What you need to do
Search the material for the string "picture", then show every line where it turns up.

--- START ---

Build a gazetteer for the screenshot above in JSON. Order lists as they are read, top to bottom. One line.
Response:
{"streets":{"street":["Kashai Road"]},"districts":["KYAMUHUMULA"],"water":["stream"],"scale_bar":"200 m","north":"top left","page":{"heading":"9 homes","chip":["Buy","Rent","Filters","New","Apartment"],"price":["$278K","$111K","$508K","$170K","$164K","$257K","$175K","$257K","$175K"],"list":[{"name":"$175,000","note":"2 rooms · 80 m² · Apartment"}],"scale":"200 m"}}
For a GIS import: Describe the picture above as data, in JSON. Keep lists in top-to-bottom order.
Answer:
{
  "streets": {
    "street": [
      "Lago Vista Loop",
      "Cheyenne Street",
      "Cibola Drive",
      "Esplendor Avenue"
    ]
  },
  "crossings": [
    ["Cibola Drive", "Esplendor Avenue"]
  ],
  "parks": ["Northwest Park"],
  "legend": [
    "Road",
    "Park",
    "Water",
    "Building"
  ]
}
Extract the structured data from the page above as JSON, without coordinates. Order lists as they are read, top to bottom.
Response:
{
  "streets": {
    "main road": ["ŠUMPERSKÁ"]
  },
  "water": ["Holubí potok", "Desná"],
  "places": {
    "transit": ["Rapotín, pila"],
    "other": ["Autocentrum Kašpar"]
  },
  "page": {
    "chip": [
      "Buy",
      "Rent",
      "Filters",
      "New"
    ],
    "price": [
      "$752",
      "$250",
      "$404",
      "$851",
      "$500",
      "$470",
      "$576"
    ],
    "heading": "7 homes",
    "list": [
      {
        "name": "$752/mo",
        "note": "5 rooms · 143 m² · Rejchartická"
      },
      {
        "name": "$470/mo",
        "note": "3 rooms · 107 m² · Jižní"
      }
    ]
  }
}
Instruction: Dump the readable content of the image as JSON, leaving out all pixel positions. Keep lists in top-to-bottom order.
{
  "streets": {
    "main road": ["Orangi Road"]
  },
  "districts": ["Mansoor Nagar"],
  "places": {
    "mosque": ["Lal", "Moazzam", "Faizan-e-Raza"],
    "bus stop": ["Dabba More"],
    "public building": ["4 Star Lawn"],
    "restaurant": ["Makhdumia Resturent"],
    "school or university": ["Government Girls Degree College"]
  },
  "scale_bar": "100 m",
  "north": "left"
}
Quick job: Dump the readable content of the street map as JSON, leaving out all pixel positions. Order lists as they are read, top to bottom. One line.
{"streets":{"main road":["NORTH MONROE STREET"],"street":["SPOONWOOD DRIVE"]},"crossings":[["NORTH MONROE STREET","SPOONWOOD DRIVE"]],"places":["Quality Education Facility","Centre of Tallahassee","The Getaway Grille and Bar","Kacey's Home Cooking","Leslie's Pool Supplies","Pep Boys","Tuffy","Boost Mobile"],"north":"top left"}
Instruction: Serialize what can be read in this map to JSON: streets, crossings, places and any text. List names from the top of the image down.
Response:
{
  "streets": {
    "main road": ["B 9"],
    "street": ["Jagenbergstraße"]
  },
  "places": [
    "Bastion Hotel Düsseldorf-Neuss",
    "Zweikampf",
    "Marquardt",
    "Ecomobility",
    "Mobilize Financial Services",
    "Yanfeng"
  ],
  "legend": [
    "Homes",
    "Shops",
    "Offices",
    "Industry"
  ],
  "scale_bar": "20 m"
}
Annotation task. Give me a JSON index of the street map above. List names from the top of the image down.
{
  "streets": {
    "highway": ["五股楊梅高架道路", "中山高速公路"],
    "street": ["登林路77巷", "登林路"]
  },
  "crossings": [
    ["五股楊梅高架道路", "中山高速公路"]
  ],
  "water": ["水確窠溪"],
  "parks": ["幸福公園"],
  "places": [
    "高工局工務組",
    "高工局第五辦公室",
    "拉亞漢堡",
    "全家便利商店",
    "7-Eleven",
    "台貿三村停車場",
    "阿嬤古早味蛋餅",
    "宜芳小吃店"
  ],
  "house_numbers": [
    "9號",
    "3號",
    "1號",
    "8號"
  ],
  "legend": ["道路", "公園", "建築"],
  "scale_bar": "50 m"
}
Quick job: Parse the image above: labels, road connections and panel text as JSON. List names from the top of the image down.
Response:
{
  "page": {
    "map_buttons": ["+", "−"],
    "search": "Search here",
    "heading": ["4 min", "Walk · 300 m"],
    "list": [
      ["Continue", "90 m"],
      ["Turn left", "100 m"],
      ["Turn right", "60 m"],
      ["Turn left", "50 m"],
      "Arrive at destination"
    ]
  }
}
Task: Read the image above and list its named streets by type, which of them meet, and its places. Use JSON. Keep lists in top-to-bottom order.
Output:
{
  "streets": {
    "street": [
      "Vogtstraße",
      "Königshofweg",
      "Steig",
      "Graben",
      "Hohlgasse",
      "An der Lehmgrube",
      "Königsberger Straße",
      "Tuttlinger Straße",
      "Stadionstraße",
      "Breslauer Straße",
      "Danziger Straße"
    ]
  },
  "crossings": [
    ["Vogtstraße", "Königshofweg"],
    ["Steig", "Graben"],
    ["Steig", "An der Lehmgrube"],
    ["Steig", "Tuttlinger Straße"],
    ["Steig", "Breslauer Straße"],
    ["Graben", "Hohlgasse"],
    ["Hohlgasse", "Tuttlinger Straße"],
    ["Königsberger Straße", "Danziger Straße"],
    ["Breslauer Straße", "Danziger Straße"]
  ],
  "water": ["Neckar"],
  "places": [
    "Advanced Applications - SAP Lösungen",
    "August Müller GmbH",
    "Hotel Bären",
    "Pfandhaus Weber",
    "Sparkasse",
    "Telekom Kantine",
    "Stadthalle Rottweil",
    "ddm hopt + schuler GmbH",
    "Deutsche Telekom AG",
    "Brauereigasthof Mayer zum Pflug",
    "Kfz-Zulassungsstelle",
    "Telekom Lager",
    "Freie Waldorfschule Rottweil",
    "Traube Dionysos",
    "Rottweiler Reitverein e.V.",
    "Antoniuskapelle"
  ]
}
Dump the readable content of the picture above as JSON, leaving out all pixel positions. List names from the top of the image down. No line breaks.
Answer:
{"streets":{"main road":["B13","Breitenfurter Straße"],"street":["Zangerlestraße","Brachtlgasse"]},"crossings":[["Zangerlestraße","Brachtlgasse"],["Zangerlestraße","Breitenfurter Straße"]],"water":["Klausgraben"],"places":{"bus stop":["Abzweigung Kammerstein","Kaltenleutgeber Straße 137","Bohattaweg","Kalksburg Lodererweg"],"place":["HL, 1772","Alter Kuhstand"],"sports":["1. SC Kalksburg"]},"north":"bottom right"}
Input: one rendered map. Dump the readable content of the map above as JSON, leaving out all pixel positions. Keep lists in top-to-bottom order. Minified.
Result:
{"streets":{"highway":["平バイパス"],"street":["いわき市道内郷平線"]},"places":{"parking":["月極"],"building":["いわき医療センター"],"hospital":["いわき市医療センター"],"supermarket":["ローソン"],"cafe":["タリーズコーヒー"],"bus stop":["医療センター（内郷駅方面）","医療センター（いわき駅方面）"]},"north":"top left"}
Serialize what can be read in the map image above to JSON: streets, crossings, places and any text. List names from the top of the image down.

--- END ---

Response to this task
For a GIS import: Describe the picture above as data, in JSON. Keep lists in top-to-bottom order.
Dump the readable content of the picture above as JSON, leaving out all pixel positions. List names from the top of the image down. No line breaks.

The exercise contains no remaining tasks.